==== ENTRIES SUPPLIED ====
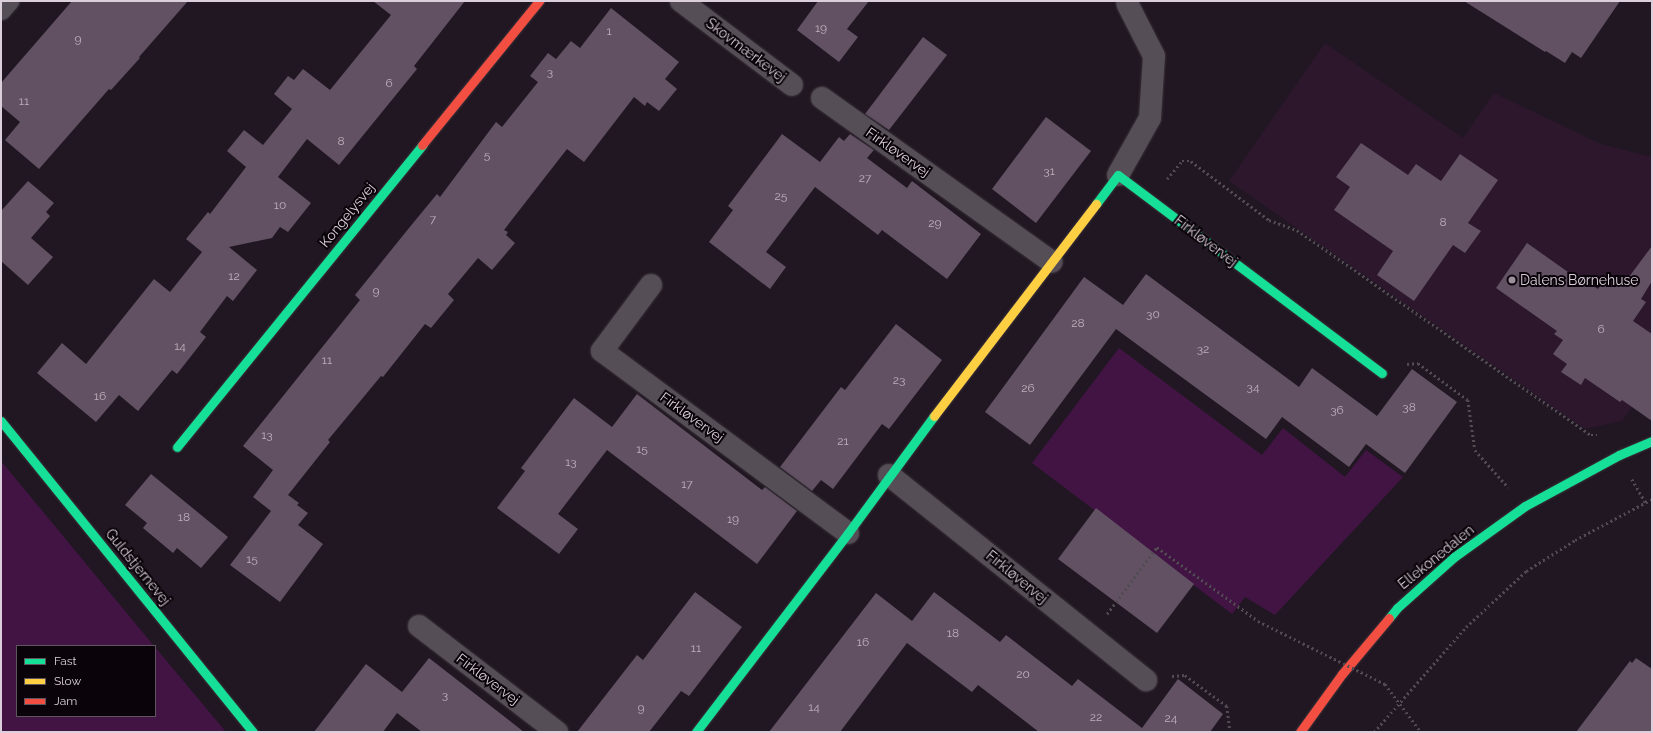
<!DOCTYPE html>
<html>
<head>
<meta charset="utf-8">
<style>
	body { margin:0 }
	#map { position:relative; width:1653px; height:733px; overflow:hidden; background:#211722; font-family:Raleway,sans-serif }
	div>[style] { position:absolute }
	[style*='--x'] { left:calc(var(--x)*1px); top:calc(var(--y)*1px); width:calc(var(--w)*1px); rotate:calc(var(--a)*1deg) }
	.built>* { inset:0; background:#2c172d }
	.green>* { inset:0; background:#411444 }
	.building>* { inset:0; background:#625163 }
	.path>* { height:2.5px; margin-top:-1.25px; transform-origin:0; background:repeating-linear-gradient(90deg,#514b52 0 2px,transparent 0 5px) }
	.roads { filter:drop-shadow(0 0 1px #383139) drop-shadow(0 0 1px #383139) }
	.street>* { height:22px; margin:-11px; padding:0 11px; transform-origin:11px; border-radius:11px; background:#554e56 }
	.fast>* { height:9px; margin:-4.5px; padding:0 4.5px; transform-origin:4.5px; border-radius:4.5px; background:#16e098 }
	.slow>* { height:9px; margin:-4.5px; padding:0 4.5px; transform-origin:4.5px; border-radius:4.5px; background:#ffcf43 }
	.jam>* { height:9px; margin:-4.5px; padding:0 4.5px; transform-origin:4.5px; border-radius:4.5px; background:#f24e42 }
	.path-bridge>* { height:2.5px; margin-top:-1.25px; transform-origin:0; background:repeating-linear-gradient(90deg,#514b52 0 2px,transparent 0 5px) }
	.dots>* { width:11px; height:11px; translate:-50% -50%; box-sizing:border-box; border:2px solid #0a040a; border-radius:50% }
	span { translate:-50% -50%; white-space:nowrap; text-align:center; line-height:1.15; -webkit-text-stroke:4px #0a040a; paint-order:stroke }
	.number-label { font-size:12px; color:#bdb0bd }
	.number-label span { -webkit-text-stroke-width:0 }
	.street-label { font-size:14px; color:#dbcfdb }
	.poi-label { font-size:14px; color:#dbcfdb }
	.left { translate:0 -50%; text-align:left }
	.frame { position:absolute; inset:0; border:2px solid #dbcfdb; pointer-events:none }
	.legend { position:absolute; left:16px; top:645px; width:140px; height:72px; box-sizing:border-box; background:#0a040a; border:1px solid #5e555e; margin:0; padding:5px 7px; list-style:none; font-size:12px; color:#dbcfdb }
	.legend li { display:flex; align-items:center; gap:8px; height:20px }
	.legend b { width:20px; border:1px solid #5e555e }
</style>
</head>
<body>
<div id="map">
	<div class="built">
		<i style="clip-path:polygon(1325px 43px,1463px 138px,1494px 93px,1601px 144px,1652px 157px,1652px 380px,1622px 421px,1585px 429px,1229px 181px)"></i>
	</div>
	<div class="green">
		<i style="clip-path:polygon(1119px 348px,1262px 455px,1283px 428px,1345px 477px,1366px 450px,1403px 477px,1275px 615px,1245px 597px,1232px 614px,1032px 463px)"></i>
		<i style="clip-path:polygon(1px 461px,154px 646px,17px 646px,17px 716px,155px 716px,155px 647px,226px 732px,1px 732px)"></i>
	</div>
	<div class="building">
		<i style="clip-path:polygon(72px 1px,188px 1px,139px 57px,140px 58px,111px 90px,109px 89px,39px 169px,5px 140px,20px 122px,1px 106px,1px 83px)"></i>
		<i style="clip-path:polygon(373px 1px,465px 1px,414px 66px,417px 69px,339px 165px,307px 139px,278px 177px,311px 203px,288px 232px,280px 227px,272px 238px,229px 247px,257px 270px,233px 301px,227px 296px,200px 332px,206px 337px,177px 374px,172px 370px,138px 411px,119px 395px,96px 422px,37px 373px,62px 343px,86px 364px,154px 279px,170px 292px,202px 252px,186px 239px,208px 212px,210px 214px,246px 167px,227px 151px,244px 130px,263px 145px,292px 109px,274px 94px,288px 76px,294px 80px,303px 69px,330px 90px,391px 15px)"></i>
		<i style="clip-path:polygon(818px 1px,869px 1px,847px 29px,858px 37px,839px 62px,797px 30px)"></i>
		<i style="clip-path:polygon(1464px 1px,1620px 1px,1581px 58px,1572px 52px,1565px 63px,1546px 51px,1545px 52px)"></i>
		<i style="clip-path:polygon(611px 8px,679px 62px,665px 79px,677px 89px,659px 111px,647px 102px,645px 106px,634px 97px,584px 162px,567px 149px,504px 230px,508px 232px,506px 235px,515px 243px,492px 270px,478px 258px,448px 294px,454px 300px,431px 328px,425px 324px,383px 377px,381px 376px,328px 440px,330px 442px,288px 495px,299px 503px,297px 505px,308px 513px,298px 525px,323px 544px,280px 602px,230px 565px,271px 511px,253px 497px,273px 470px,243px 446px,360px 300px,355px 295px,409px 228px,437px 194px,440px 197px,496px 122px,502px 127px,538px 82px,530px 76px,548px 53px,556px 59px,571px 41px,580px 48px)"></i>
		<i style="clip-path:polygon(923px 37px,947px 55px,889px 130px,865px 114px)"></i>
		<i style="clip-path:polygon(1046px 117px,1091px 151px,1036px 223px,992px 189px)"></i>
		<i style="clip-path:polygon(782px 134px,820px 162px,839px 137px,844px 141px,850px 134px,874px 150px,867px 158px,907px 188px,912px 181px,981px 234px,947px 279px,882px 230px,878px 235px,815px 187px,766px 252px,786px 267px,770px 289px,709px 242px,733px 210px,728px 206px)"></i>
		<i style="clip-path:polygon(1361px 143px,1408px 175px,1416px 164px,1441px 181px,1460px 154px,1498px 180px,1468px 223px,1481px 231px,1465px 253px,1453px 245px,1414px 301px,1377px 275px,1393px 251px,1334px 210px,1350px 187px,1336px 177px)"></i>
		<i style="clip-path:polygon(28px 181px,54px 203px,46px 212px,50px 216px,31px 238px,53px 257px,28px 285px,1px 261px,1px 211px)"></i>
		<i style="clip-path:polygon(1527px 243px,1575px 277px,1577px 275px,1598px 289px,1608px 275px,1623px 285px,1652px 246px,1652px 281px,1641px 299px,1646px 302px,1633px 321px,1652px 334px,1652px 421px,1622px 400px,1620px 402px,1585px 378px,1581px 385px,1561px 372px,1567px 364px,1553px 354px,1563px 340px,1554px 334px,1557px 331px,1496px 288px)"></i>
		<i style="clip-path:polygon(1146px 274px,1299px 387px,1312px 368px,1377px 416px,1412px 369px,1457px 402px,1405px 473px,1366px 444px,1349px 467px,1282px 417px,1266px 439px,1116px 329px,1030px 445px,985px 412px,1084px 277px,1123px 305px)"></i>
		<i style="clip-path:polygon(896px 324px,942px 360px,889px 429px,882px 424px,833px 489px,821px 480px,812px 491px,780px 467px,841px 387px,845px 390px)"></i>
		<i style="clip-path:polygon(637px 394px,762px 490px,765px 487px,797px 511px,757px 564px,607px 450px,558px 514px,578px 529px,559px 554px,497px 508px,525px 471px,521px 468px,574px 398px,612px 427px)"></i>
		<i style="clip-path:polygon(151px 474px,228px 537px,201px 568px,177px 548px,173px 553px,143px 528px,147px 523px,125px 505px)"></i>
		<i style="clip-path:polygon(1096px 508px,1194px 584px,1157px 633px,1058px 559px)"></i>
		<i style="clip-path:polygon(695px 592px,742px 627px,689px 696px,681px 691px,649px 732px,577px 732px,637px 655px,643px 660px)"></i>
		<i style="clip-path:polygon(934px 592px,1000px 642px,1006px 635px,1072px 686px,1078px 679px,1142px 728px,1178px 679px,1223px 714px,1210px 732px,1039px 732px,978px 685px,972px 692px,907px 643px,840px 732px,769px 732px,876px 593px,912px 621px)"></i>
		<i style="clip-path:polygon(429px 658px,524px 732px,422px 732px,397px 713px,383px 732px,314px 732px,366px 664px,402px 692px)"></i>
		<i style="clip-path:polygon(1636px 658px,1652px 669px,1652px 732px,1576px 732px,1630px 661px,1632px 663px)"></i>
	</div>
	<div class="path">
		<i style="--x:1167;--y:179;--w:23;--a:-50"></i>
		<i style="--x:1182;--y:161;--w:9;--a:0"></i>
		<i style="--x:1191;--y:161;--w:98;--a:37.1"></i>
		<i style="--x:1269;--y:220;--w:30;--a:20"></i>
		<i style="--x:1297;--y:230;--w:358;--a:34.9"></i>
		<i style="--x:1591;--y:435;--w:6;--a:0"></i>
		<i style="--x:1407;--y:364;--w:11;--a:-5"></i>
		<i style="--x:1418;--y:363;--w:62;--a:36.5"></i>
		<i style="--x:1468;--y:400;--w:50;--a:82"></i>
		<i style="--x:1475;--y:450;--w:50;--a:48.3"></i>
		<i style="--x:1632;--y:479;--w:28;--a:60"></i>
		<i style="--x:1107;--y:614;--w:84;--a:-53.3"></i>
		<i style="--x:1157;--y:547;--w:125;--a:36.2"></i>
		<i style="--x:1172;--y:676;--w:13;--a:-4"></i>
		<i style="--x:1185;--y:675;--w:52;--a:36.4"></i>
		<i style="--x:1227;--y:706;--w:26;--a:83"></i>
		<i style="--x:1374;--y:732;--w:140;--a:-48.8"></i>
		<i style="--x:1466;--y:627;--w:82;--a:-43"></i>
		<i style="--x:1526;--y:571;--w:58;--a:-32.3"></i>
		<i style="--x:1575;--y:540;--w:87;--a:-28"></i>
	</div>
	<div class="roads">
		<div class="street">
			<i style="--x:681;--y:1;--w:139;--a:37.1"></i>
			<i style="--x:1;--y:9;--w:11;--a:-49"></i>
			<i style="--x:822;--y:98;--w:282;--a:35.5"></i>
			<i style="--x:1118;--y:175;--w:65;--a:-60.7"></i>
			<i style="--x:1150;--y:118;--w:62;--a:-86.3"></i>
			<i style="--x:1154;--y:56;--w:59;--a:-117"></i>
			<i style="--x:651;--y:285;--w:82;--a:126.6"></i>
			<i style="--x:602;--y:351;--w:306;--a:36.5"></i>
			<i style="--x:889;--y:475;--w:329;--a:38.6"></i>
			<i style="--x:419;--y:626;--w:174;--a:37.5"></i>
		</div>
		<div class="fast">
			<i style="--x:1096;--y:204;--w:36;--a:-53"></i>
			<i style="--x:1118;--y:175;--w:330;--a:36.9"></i>
			<i style="--x:1;--y:421;--w:400;--a:51"></i>
			<i style="--x:177;--y:447;--w:389;--a:-50.9"></i>
			<i style="--x:1389;--y:618;--w:13;--a:-51"></i>
			<i style="--x:1397;--y:608;--w:76;--a:-41.8"></i>
			<i style="--x:1454;--y:557;--w:87;--a:-35.7"></i>
			<i style="--x:1525;--y:506;--w:107;--a:-28.5"></i>
			<i style="--x:1619;--y:455;--w:36;--a:-23"></i>
			<i style="--x:696;--y:732;--w:250;--a:-52.6"></i>
			<i style="--x:848;--y:533;--w:145;--a:-53.7"></i>
		</div>
		<div class="slow">
			<i style="--x:934;--y:416;--w:267;--a:-52.6"></i>
		</div>
		<div class="jam">
			<i style="--x:422;--y:145;--w:186;--a:-50.9"></i>
			<i style="--x:1300;--y:732;--w:72;--a:-54.1"></i>
			<i style="--x:1342;--y:674;--w:73;--a:-50"></i>
		</div>
	</div>
	<div class="path-bridge">
		<i style="--x:1258;--y:621;--w:142;--a:26.4"></i>
		<i style="--x:1385;--y:684;--w:60;--a:53.1"></i>
	</div>
	<div class="dots">
		<i style="left:1512px;top:280px;background:#9a8f9a"></i>
	</div>
	<div class="number-label">
		<span style="left:821px;top:29px">19</span>
		<span style="left:609px;top:32px">1</span>
		<span style="left:78px;top:40px">9</span>
		<span style="left:550px;top:73px">3</span>
		<span style="left:389px;top:84px">6</span>
		<span style="left:24px;top:102px">11</span>
		<span style="left:341px;top:142px">8</span>
		<span style="left:487px;top:156px">5</span>
		<span style="left:1049px;top:172px">31</span>
		<span style="left:865px;top:179px">27</span>
		<span style="left:781px;top:197px">25</span>
		<span style="left:280px;top:206px">10</span>
		<span style="left:433px;top:220px">7</span>
		<span style="left:1443px;top:223px">8</span>
		<span style="left:935px;top:224px">29</span>
		<span style="left:234px;top:277px">12</span>
		<span style="left:376px;top:292px">9</span>
		<span style="left:1153px;top:315px">30</span>
		<span style="left:1078px;top:324px">28</span>
		<span style="left:1601px;top:330px">6</span>
		<span style="left:180px;top:347px">14</span>
		<span style="left:1203px;top:350px">32</span>
		<span style="left:327px;top:361px">11</span>
		<span style="left:899px;top:381px">23</span>
		<span style="left:1253px;top:388px">34</span>
		<span style="left:1028px;top:389px">26</span>
		<span style="left:100px;top:397px">16</span>
		<span style="left:1409px;top:408px">38</span>
		<span style="left:1337px;top:411px">36</span>
		<span style="left:267px;top:436px">13</span>
		<span style="left:843px;top:442px">21</span>
		<span style="left:642px;top:450px">15</span>
		<span style="left:571px;top:463px">13</span>
		<span style="left:687px;top:485px">17</span>
		<span style="left:184px;top:518px">18</span>
		<span style="left:733px;top:520px">19</span>
		<span style="left:252px;top:560px">15</span>
		<span style="left:953px;top:634px">18</span>
		<span style="left:863px;top:643px">16</span>
		<span style="left:696px;top:649px">11</span>
		<span style="left:1023px;top:675px">20</span>
		<span style="left:445px;top:696px">3</span>
		<span style="left:814px;top:708px">14</span>
		<span style="left:641px;top:709px">9</span>
		<span style="left:1096px;top:718px">22</span>
		<span style="left:1171px;top:719px">24</span>
	</div>
	<div class="street-label">
		<span style="left:746px;top:50px;rotate:37deg">Skovmærkevej</span>
		<span style="left:898px;top:152px;rotate:35deg">Firkløvervej</span>
		<span style="left:347px;top:215px;rotate:-51deg">Kongelysvej</span>
		<span style="left:1206px;top:241px;rotate:37deg">Firkløvervej</span>
		<span style="left:692px;top:417px;rotate:36deg">Firkløvervej</span>
		<span style="left:1436px;top:557px;rotate:-39deg">Ellekonedalen</span>
		<span style="left:138px;top:567px;rotate:51deg">Guldstjernevej</span>
		<span style="left:1017px;top:577px;rotate:39deg">Firkløvervej</span>
		<span style="left:488px;top:679px;rotate:37deg">Firkløvervej</span>
	</div>
	<div class="poi-label">
		<span class="left" style="left:1520px;top:280px">Dalens Børnehuse</span>
	</div>
	<div class="frame"></div>
	<ul class="legend">
	<li><b style="height:5px;background:#16e098"></b>Fast</li>
	<li><b style="height:5px;background:#ffcf43"></b>Slow</li>
	<li><b style="height:5px;background:#f24e42"></b>Jam</li>
	</ul>
</div>
</body>
</html>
====
**PROBLEM TO SOLVE:**
Reply with the number of lines in the preceding entries that contain "webkit", and no other words.

**WRITTEN RESPONSE:**
2